[Dataset excerpts]
- - - -

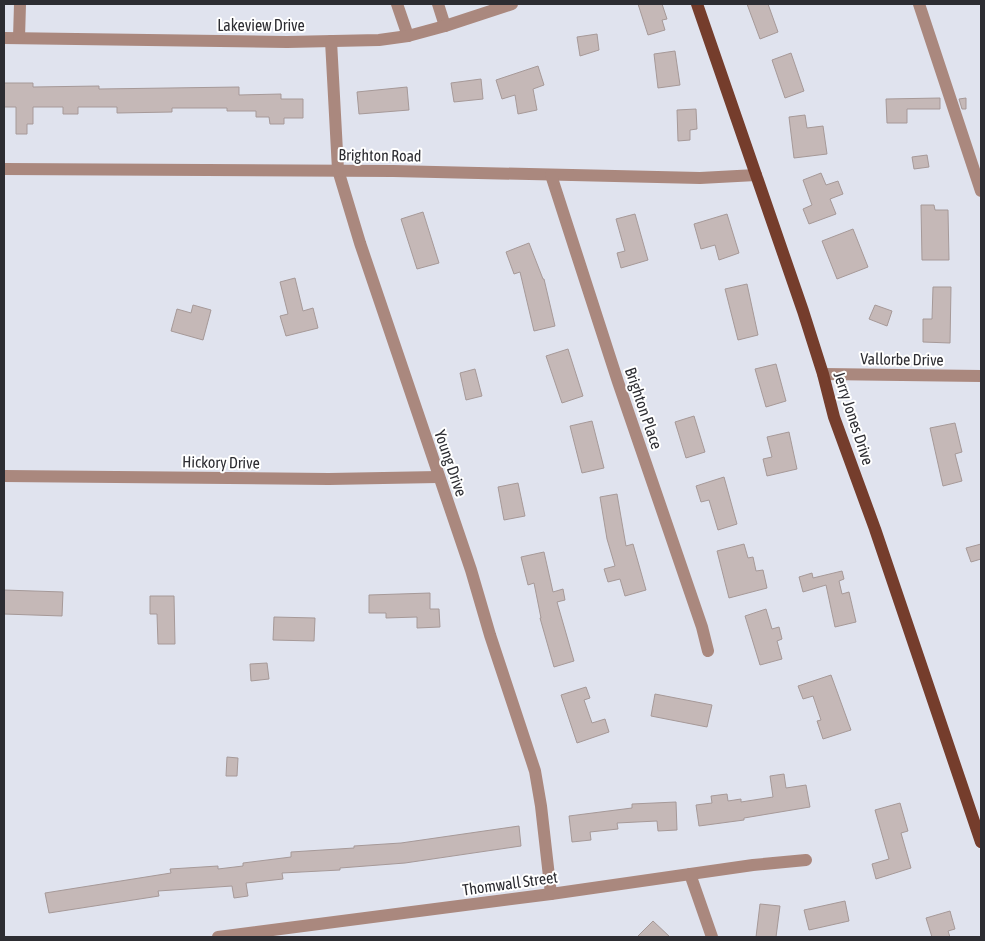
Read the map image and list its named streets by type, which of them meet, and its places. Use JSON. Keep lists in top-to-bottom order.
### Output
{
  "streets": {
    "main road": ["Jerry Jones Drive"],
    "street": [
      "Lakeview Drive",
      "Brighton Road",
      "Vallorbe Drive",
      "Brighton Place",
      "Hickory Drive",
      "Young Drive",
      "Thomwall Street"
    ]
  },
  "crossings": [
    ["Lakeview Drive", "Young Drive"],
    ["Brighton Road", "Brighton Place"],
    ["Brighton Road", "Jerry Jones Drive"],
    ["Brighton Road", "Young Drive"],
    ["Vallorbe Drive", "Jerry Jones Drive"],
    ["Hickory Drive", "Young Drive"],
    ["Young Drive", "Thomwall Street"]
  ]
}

- - - -

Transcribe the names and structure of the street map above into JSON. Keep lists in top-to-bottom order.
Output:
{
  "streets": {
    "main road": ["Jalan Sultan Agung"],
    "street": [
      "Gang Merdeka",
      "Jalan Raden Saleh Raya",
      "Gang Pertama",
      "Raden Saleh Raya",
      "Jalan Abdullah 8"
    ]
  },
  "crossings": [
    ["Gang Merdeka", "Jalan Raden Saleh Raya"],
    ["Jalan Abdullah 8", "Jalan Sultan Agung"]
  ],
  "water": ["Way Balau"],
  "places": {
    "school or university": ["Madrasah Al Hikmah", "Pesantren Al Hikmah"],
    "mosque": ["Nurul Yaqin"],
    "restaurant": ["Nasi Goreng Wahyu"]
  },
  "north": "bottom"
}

- - - -

Your objective: Line count for "lists": count the lines in the records above that hold this word, and give only the number.

Solution for this exercise: 2